● PROBLEM REQUIREMENTS
The pictures do not go in the copy. Reproduce the rest of the entries exactly.

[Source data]
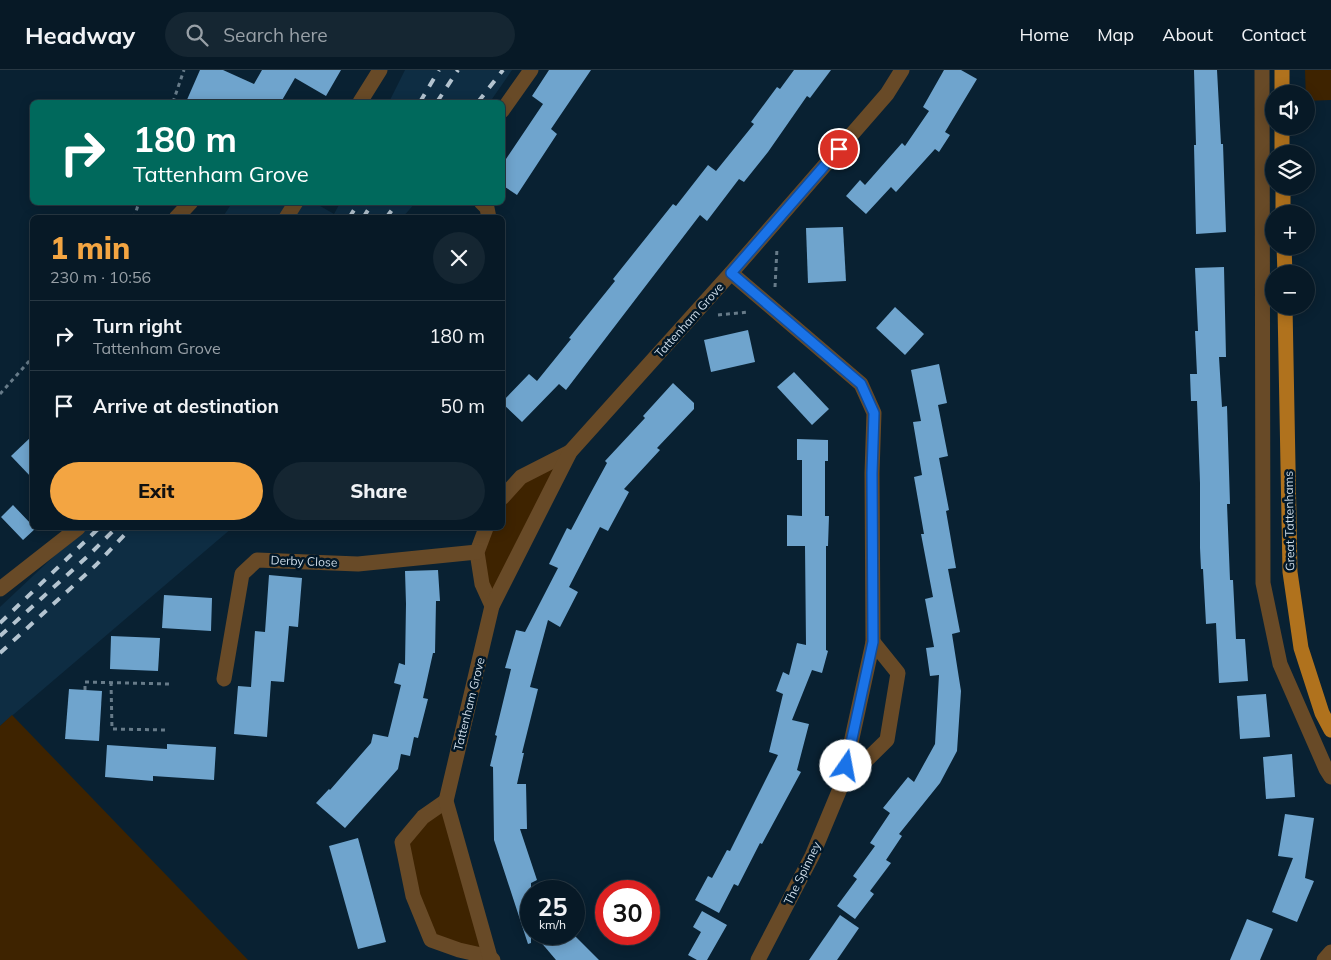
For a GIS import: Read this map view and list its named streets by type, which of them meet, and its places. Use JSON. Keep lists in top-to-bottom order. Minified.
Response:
{"streets":{"main road":["Great Tattenhams"],"street":["Tattenham Grove","Derby Close","The Spinney"]},"crossings":[["Tattenham Grove","The Spinney"]],"page":{"header":"Headway","search":"Search here","nav":["Home","Map","About","Contact"],"map_buttons":["+","−"],"turn":["180 m","Tattenham Grove"],"heading":["1 min","230 m · 10:56"],"list":[{"name":"Turn right","note":"Tattenham Grove","value":"180 m"},{"name":"Arrive at destination","value":"50 m"}],"buttons":["Exit","Share"],"speed":"25 km/h","limit":"30"}}
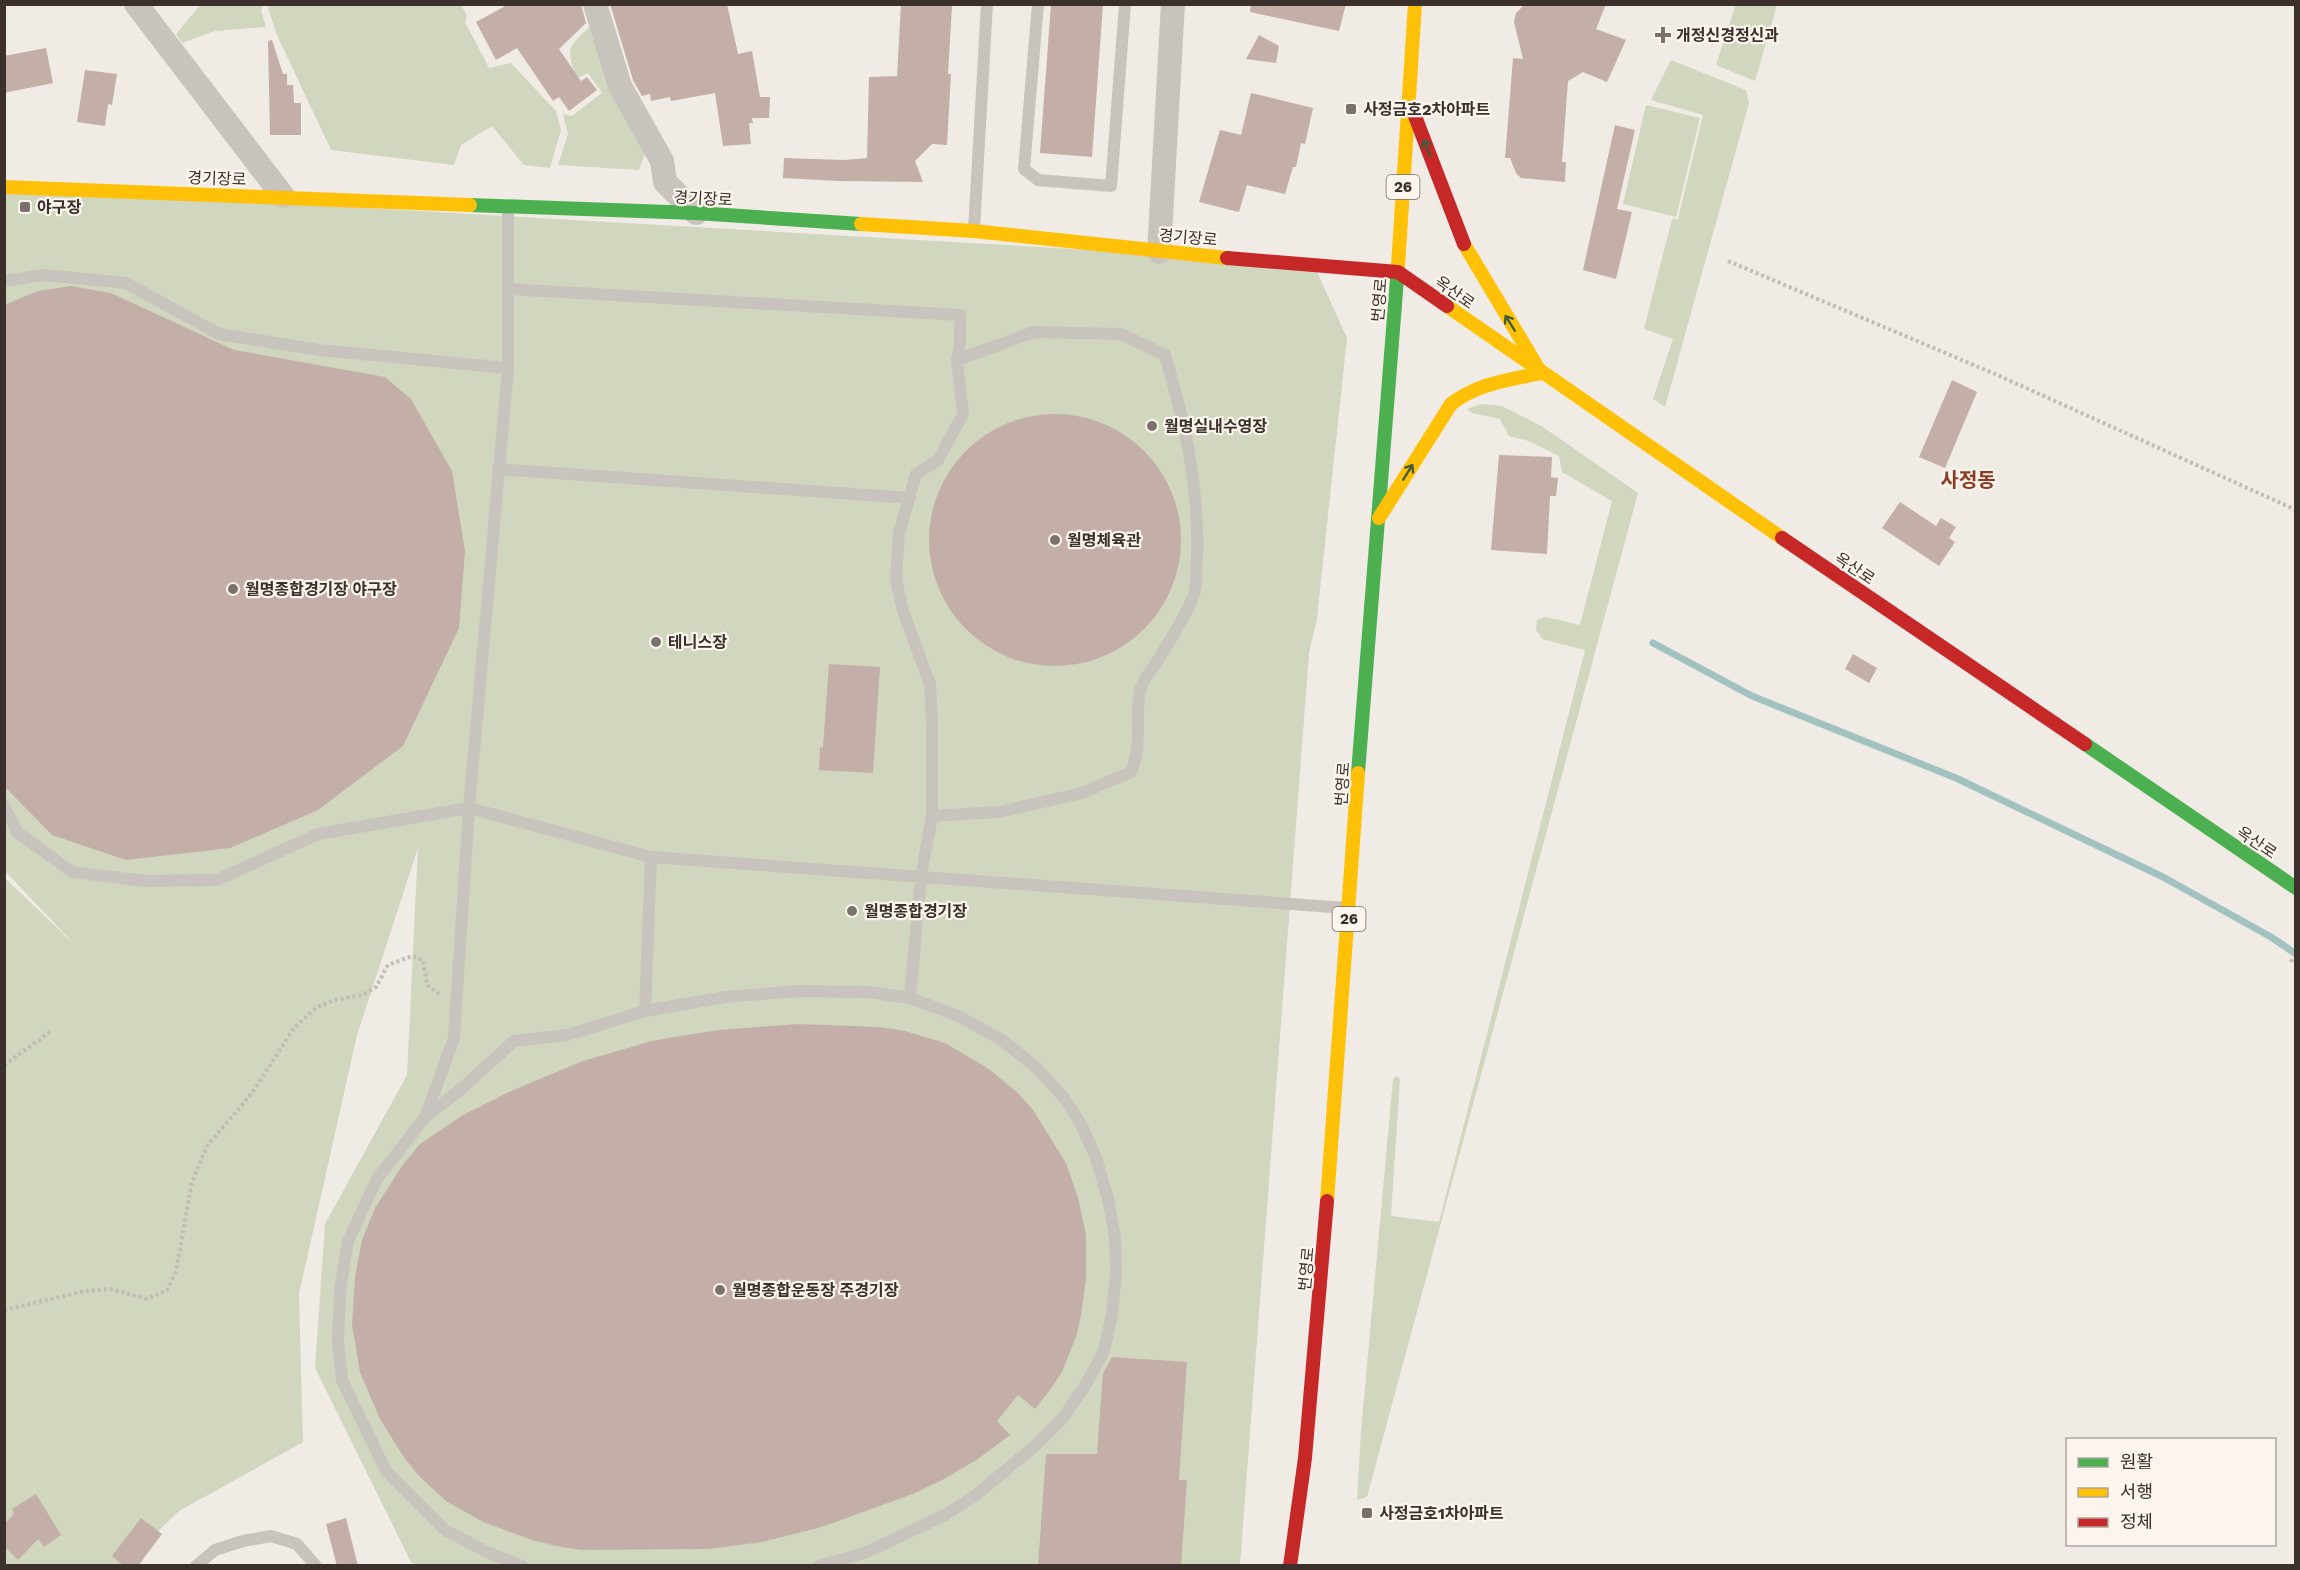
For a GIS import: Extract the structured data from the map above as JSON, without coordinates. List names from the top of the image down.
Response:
{
  "streets": {
    "main road": [
      "경기장로",
      "26",
      "옥산로",
      "번영로"
    ]
  },
  "crossings": [
    ["경기장로", "옥산로"],
    ["경기장로", "번영로"],
    ["옥산로", "번영로"]
  ],
  "districts": ["사정동"],
  "places": {
    "health": ["개정신경정신과"],
    "transit": ["사정금호2차아파트", "야구장", "사정금호1차아파트"],
    "other": [
      "월명실내수영장",
      "월명체육관",
      "월명종합경기장 야구장",
      "테니스장",
      "월명종합경기장",
      "월명종합운동장 주경기장"
    ]
  },
  "legend": ["원활", "서행", "정체"]
}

● ANSWER SPACE
For a GIS import: Read this map view and list its named streets by type, which of them meet, and its places. Use JSON. Keep lists in top-to-bottom order. Minified.
Response:
{"streets":{"main road":["Great Tattenhams"],"street":["Tattenham Grove","Derby Close","The Spinney"]},"crossings":[["Tattenham Grove","The Spinney"]],"page":{"header":"Headway","search":"Search here","nav":["Home","Map","About","Contact"],"map_buttons":["+","−"],"turn":["180 m","Tattenham Grove"],"heading":["1 min","230 m · 10:56"],"list":[{"name":"Turn right","note":"Tattenham Grove","value":"180 m"},{"name":"Arrive at destination","value":"50 m"}],"buttons":["Exit","Share"],"speed":"25 km/h","limit":"30"}}
For a GIS import: Extract the structured data from the map above as JSON, without coordinates. List names from the top of the image down.
Response:
{
  "streets": {
    "main road": [
      "경기장로",
      "26",
      "옥산로",
      "번영로"
    ]
  },
  "crossings": [
    ["경기장로", "옥산로"],
    ["경기장로", "번영로"],
    ["옥산로", "번영로"]
  ],
  "districts": ["사정동"],
  "places": {
    "health": ["개정신경정신과"],
    "transit": ["사정금호2차아파트", "야구장", "사정금호1차아파트"],
    "other": [
      "월명실내수영장",
      "월명체육관",
      "월명종합경기장 야구장",
      "테니스장",
      "월명종합경기장",
      "월명종합운동장 주경기장"
    ]
  },
  "legend": ["원활", "서행", "정체"]
}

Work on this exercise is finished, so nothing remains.